Exercise input:
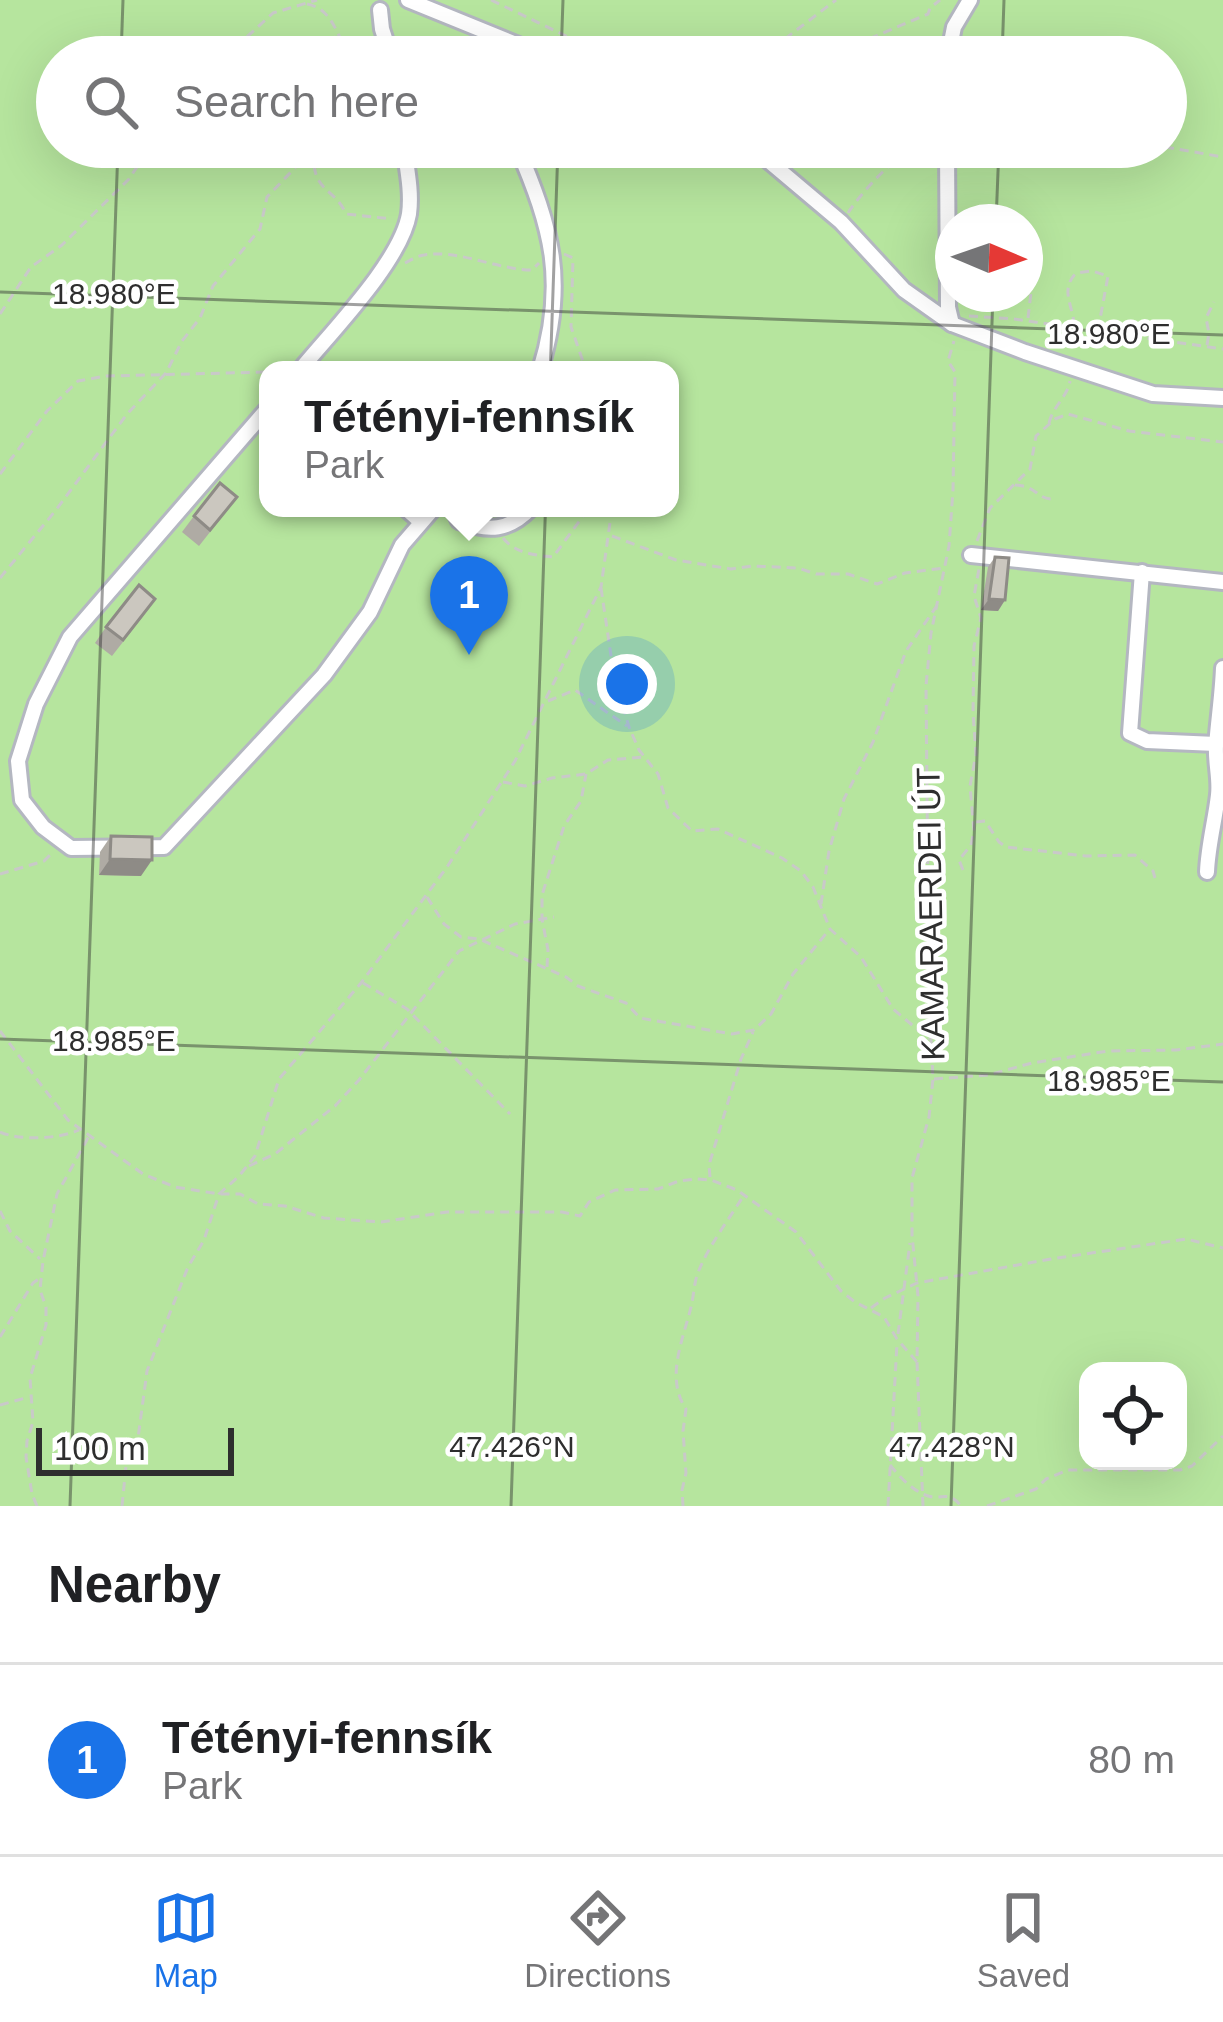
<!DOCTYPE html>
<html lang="en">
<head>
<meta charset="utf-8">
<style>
	body { margin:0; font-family:Helvetica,sans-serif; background:#f2f2f2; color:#202124 }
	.controls { position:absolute; right:36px; bottom:36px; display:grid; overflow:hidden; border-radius:24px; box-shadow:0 12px 48px #0002 }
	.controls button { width:108px; height:108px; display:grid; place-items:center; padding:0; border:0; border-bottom:3px solid #e0e0e0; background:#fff; color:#202124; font:60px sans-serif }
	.compass { position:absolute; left:935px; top:204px; width:108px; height:108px; border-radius:50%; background:#fff; box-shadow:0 12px 48px #0002; rotate:92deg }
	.scale { position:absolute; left:36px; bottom:30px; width:198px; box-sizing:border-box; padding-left:12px; border:6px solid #2e2e2e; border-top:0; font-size:33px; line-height:42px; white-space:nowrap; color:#2e2e2e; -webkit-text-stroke:9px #fff; paint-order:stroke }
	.you { position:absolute; left:627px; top:684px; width:42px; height:42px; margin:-30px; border:9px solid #fff; border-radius:50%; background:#1a73e8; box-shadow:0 0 0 18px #1a73e833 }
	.badge { display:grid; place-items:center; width:78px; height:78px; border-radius:50%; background:#1a73e8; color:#fff; font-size:39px; font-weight:700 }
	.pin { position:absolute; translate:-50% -99px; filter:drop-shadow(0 3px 6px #0008) }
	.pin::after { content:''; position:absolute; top:63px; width:42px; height:36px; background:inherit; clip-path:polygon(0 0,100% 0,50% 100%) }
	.popup { position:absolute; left:259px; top:361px; width:420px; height:156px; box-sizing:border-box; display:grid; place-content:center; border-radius:24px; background:#fff; filter:drop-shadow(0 3px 9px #0005); font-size:39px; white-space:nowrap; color:#757577 }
	.popup b { font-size:45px; color:#202124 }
	.popup::after { content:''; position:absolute; left:50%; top:100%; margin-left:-24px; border:24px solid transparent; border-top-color:#fff }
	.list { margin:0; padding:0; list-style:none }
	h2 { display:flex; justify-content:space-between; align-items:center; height:156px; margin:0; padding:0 48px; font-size:51px }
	h2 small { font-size:39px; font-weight:400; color:#757577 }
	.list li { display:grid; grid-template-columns:78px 1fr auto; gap:36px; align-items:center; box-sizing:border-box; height:192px; padding:0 48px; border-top:3px solid #e0e0e0 }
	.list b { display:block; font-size:45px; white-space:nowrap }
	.list p { margin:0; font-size:39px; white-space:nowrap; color:#757577 }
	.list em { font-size:39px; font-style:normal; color:#757577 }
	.icon { flex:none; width:66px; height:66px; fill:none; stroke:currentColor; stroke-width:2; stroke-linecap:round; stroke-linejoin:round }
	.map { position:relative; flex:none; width:1223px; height:1506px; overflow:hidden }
	.search { position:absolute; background:#fff; box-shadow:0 12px 48px #0002; left:36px; right:36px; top:36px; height:132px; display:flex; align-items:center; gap:30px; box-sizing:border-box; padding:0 42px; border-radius:66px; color:#757577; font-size:45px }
	.sheet { height:348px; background:#fff }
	nav { display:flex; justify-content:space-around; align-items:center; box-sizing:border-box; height:168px; border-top:3px solid #e0e0e0; background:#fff; font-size:33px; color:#757577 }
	nav a { display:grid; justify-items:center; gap:6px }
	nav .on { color:#1a73e8 }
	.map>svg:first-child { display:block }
</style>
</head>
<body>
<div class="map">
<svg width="1223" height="1506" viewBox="0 0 1223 1506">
	<rect width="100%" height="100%" fill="#efe9e1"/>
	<path fill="#b6e59e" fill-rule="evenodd" d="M 0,0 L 1223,0 L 1223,1506 L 0,1506 ZM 57,57 L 1166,57 L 1166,147 L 57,147 ZM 953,222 L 1025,222 L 1025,294 L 953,294 ZM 268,370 L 670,370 L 670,508 L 268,508 ZM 1088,1371 L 1178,1371 L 1178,1461 L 1088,1461 Z"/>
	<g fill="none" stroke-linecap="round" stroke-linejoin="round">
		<g stroke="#b4b7c1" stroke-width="20">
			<g id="minor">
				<path d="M 408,0 L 548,57"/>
				<path d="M 380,10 L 382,29 L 391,57"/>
				<path d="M 948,57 L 954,27 L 970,0"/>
				<path d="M 517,147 C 552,228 567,283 540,370"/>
				<path d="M 752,147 L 841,222 L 904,290 L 952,324 L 1025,352 L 1153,394 L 1223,398"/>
				<path d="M 947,147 L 948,307 L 952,324"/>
				<path d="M 300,370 C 332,331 401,261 409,214 C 412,192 407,169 404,147"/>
				<path d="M 268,408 L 70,637 L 36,704 L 18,761 L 22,800 L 43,827 L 71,848 L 164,847 L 324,675 L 370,612 L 402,545 L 434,508"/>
				<path d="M 405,508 L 421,522"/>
				<path d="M 453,508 L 459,521 C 489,532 509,531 531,508"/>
				<path d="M 971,555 L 1223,582"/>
				<path d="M 1142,572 L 1130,733 L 1147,741 L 1216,744"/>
				<path d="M 1207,872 C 1208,846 1215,821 1218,795 C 1220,779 1215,763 1216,746 C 1218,720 1222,694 1223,668"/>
			</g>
		</g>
		<g stroke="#c9c9c9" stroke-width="3" stroke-dasharray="9 6" stroke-linecap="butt">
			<path d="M 491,0 L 610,57"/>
			<path d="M 307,4 C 333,9 336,35 349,54 L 364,57"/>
			<path d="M 828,56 L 928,14 L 930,8 L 940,0"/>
			<path d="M 225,57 L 273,13 L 317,0"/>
			<path d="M 329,57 L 336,36"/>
			<path d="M 761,57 L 836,0"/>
			<path d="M 1165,147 L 1223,157"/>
			<path d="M 959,148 L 1005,147"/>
			<path d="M 314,151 C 311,193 334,186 346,214 L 392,219"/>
			<path d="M 848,213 C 855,201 889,161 902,158 C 906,157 909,158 913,159 L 931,149"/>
			<path d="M 564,254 L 573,258 L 571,327 L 586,370"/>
			<path d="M 405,263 C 411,260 417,256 424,255 C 458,249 498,270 532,270 L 539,263"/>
			<path d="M 0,314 L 31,267 L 62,245 L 129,179 L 150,147"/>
			<path d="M 969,316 L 1014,319 L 1223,349"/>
			<path d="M 1028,318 L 1032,284"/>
			<path d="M 1074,326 C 1074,306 1059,291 1076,273 L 1092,271 L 1108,276 L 1098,330"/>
			<path d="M 1207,345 L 1209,333 L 1206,318 L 1214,302"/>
			<path d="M 1049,423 C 1053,406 1068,396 1070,381"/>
			<path d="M 0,474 L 47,411 L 78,381 L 106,376 L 268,372"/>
			<path d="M 1015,485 C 1037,486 1036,498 1051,499"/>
			<path d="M 612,536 L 676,560 L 731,569 L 752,566 L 798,568 L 816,574 L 848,574 L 877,584 L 905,573 L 944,568"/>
			<path d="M 503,538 C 516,554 535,555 553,557 L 589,508"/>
			<path d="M 977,541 L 990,508 L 1030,469 L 1036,436 L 1055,419 L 1068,414 L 1129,431 L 1223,442"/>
			<path d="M 0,578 L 56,510 L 127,414 L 166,373 L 182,341 L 200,318 L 213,286 L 260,229 L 267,197 L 315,147"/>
			<path d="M 601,588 L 614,676 L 629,727 L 639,750 L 658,774 L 668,808 L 692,831 L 718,829 L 782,858 L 801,871 L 813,887 L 830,929 L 861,957 L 893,1009 L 929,1039"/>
			<path d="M 548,701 L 575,690 L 627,726"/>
			<path d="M 503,782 L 525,786 L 552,778 L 586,774 L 608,760 L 643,757"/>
			<path d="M 976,822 L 985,821 L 999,842 L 1006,847 L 1086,856 L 1135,855 L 1153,871 L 1155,878"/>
			<path d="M 963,870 L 959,860 L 971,845 L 974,831 L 970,786 L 976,754 L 973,713 L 974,646 L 981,618 L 974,596 L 979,569"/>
			<path d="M 0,874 L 44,861 L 53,852"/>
			<path d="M 427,897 L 444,924 L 461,937 L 479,939 L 566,977 L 578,986 L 626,1003 L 640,1018 L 732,1034 L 754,1030 L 771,1014 L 793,974 L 829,930"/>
			<path d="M 821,904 L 829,851 L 844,799 L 873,742 L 906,651 L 938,604"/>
			<path d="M 547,967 L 548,950 L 542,919 L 542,895 L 564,826 L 581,801 L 586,774"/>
			<path d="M 363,983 L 407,1009 L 510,1114"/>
			<path d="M 0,1031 L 68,1120 L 143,1174 L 175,1187 L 219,1194 L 240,1194 L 258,1204 L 285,1206 L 324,1218 L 381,1222 L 447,1212 L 562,1212 L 580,1216 L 589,1202 L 615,1190 L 658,1189 L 679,1181 L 697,1179 L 711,1180 L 737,1190 L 796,1232 L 841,1291 L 855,1302 L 884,1317 L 897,1339 L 917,1362"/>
			<path d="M 934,1079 L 988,1075 L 1032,1063 L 1108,1051 L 1176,1050 L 1223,1044"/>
			<path d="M 0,1132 C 20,1141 59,1139 79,1130"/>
			<path d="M 249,1166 L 275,1154 L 335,1106 L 359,1080 L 459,951 L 515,924 L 554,917"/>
			<path d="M 710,1177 L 709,1165 L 741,1059 L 753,1032"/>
			<path d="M 0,1211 L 10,1231 L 40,1259"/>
			<path d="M 871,1308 L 885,1298 L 917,1283 L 1051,1259 L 1186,1239 L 1223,1248"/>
			<path d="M 898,1334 L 910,1243"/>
			<path d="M 0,1337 L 33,1283 L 39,1279"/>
			<path d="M 0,1405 L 29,1397"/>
			<path d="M 890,1465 C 899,1476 910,1488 923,1494 C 941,1503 947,1488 961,1506"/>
			<path d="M 37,1506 L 32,1494 L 26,1457 L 27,1441 L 33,1422 L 30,1378 L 46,1325 L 46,1307 L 40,1290 L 43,1261 L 57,1194 L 89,1136"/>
			<path d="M 122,1506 L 127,1456 L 138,1438 L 147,1371 L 188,1267 L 204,1240 L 219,1194 L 239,1176 L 255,1156 L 279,1079 L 361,983 L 447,867 L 515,761 L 601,587 L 612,508"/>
			<path d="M 683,1506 L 682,1490 L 686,1473 L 683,1431 L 686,1409 C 665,1378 683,1340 691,1307 C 694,1295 694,1281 699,1270 C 710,1244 729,1219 744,1195"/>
			<path d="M 888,1506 L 897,1343"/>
			<path d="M 923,1506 L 917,1362 L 918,1296 L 912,1235 L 912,1178 L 929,1117 L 933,1079 L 929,1001 L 926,686 L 931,633 L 949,546 L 953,490 L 955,372 L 948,361 L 954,341"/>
			<path d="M 987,1506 L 1036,1489 L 1046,1479 L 1068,1470 L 1180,1470 L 1192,1466 L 1223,1436"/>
		</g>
		<use href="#minor" stroke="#fff" stroke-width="14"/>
	</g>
	<g fill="#afaba4">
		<path d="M 225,513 L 199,546 L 182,532 L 194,516 Z"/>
		<path d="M 995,557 L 1005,600 L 998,611 L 981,610 L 988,567 Z"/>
		<path d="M 144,615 L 112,656 L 95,643 L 106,627 Z"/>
		<path d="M 111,836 L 141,876 L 99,875 L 100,852 Z"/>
	</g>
	<g fill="#8e8b86">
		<path d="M 989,599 L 1005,600 L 998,611 L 981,610 Z"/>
		<path d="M 110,859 L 152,860 L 141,876 L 99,875 Z"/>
	</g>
	<g fill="#cbc7bf" stroke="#8e8b86" stroke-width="3">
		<path d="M 220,483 L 237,497 L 210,530 L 194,516 Z"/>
		<path d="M 995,557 L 1009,558 L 1005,600 L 989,599 Z"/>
		<path d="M 139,585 L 155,599 L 123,640 L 106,627 Z"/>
		<path d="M 111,836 L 152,837 L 152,860 L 110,859 Z"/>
	</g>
	<path fill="none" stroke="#2e2e2e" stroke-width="3" stroke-opacity="0.45" d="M 121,57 L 123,0M 561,57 L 563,0M 1002,57 L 1004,0M 996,222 L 999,147M 0,292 L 1223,335M 0,1039 L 1223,1082M 70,1506 L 118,147M 511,1506 L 558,147M 951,1506 L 993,294"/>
	<g text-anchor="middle" stroke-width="9" stroke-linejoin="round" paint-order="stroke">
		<g font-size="33" fill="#2e2e2e" stroke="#fff">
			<text transform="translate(930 914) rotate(-91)" y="12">KAMARAERDEI ÚT</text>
		</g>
	</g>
	<g font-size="30" text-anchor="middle" fill="#2e2e2e" stroke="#fff" stroke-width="9" stroke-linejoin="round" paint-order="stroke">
		<text x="114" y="304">18.980°E</text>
		<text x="1109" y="344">18.980°E</text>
		<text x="114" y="1051">18.985°E</text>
		<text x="1109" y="1091">18.985°E</text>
		<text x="512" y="1457">47.426°N</text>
		<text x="952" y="1457">47.428°N</text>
	</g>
</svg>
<div class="controls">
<button><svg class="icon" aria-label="locate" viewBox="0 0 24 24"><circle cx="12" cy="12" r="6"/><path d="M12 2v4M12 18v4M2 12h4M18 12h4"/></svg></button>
</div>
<svg class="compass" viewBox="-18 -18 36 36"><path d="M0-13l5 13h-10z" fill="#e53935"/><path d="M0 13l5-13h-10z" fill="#757577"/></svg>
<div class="scale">100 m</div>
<div class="you"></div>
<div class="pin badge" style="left:469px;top:655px">1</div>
<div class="popup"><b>Tétényi-fennsík</b>Park</div>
<div class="search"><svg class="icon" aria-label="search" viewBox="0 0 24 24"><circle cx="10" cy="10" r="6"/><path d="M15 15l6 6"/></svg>Search here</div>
</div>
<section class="sheet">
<h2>Nearby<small></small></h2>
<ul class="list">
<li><span class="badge">1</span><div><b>Tétényi-fennsík</b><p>Park</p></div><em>80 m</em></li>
</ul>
</section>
<nav>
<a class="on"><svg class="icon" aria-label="map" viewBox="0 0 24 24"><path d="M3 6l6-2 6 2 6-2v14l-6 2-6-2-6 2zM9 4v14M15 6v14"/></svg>Map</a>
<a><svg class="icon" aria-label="directions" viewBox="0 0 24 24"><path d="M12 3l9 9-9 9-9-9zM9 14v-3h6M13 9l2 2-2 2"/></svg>Directions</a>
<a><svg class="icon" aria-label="saved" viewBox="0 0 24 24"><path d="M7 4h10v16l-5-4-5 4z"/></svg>Saved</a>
</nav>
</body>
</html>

What the task requires:
I'd like the lines above from the one with "display:flex; justify-content:space-between; align-items:center;" up to and including the one with "flex:none; width:66px; height:66px;" copied exactly, with no other lines.

Written solution:
	h2 { display:flex; justify-content:space-between; align-items:center; height:156px; margin:0; padding:0 48px; font-size:51px }
	h2 small { font-size:39px; font-weight:400; color:#757577 }
	.list li { display:grid; grid-template-columns:78px 1fr auto; gap:36px; align-items:center; box-sizing:border-box; height:192px; padding:0 48px; border-top:3px solid #e0e0e0 }
	.list b { display:block; font-size:45px; white-space:nowrap }
	.list p { margin:0; font-size:39px; white-space:nowrap; color:#757577 }
	.list em { font-size:39px; font-style:normal; color:#757577 }
	.icon { flex:none; width:66px; height:66px; fill:none; stroke:currentColor; stroke-width:2; stroke-linecap:round; stroke-linejoin:round }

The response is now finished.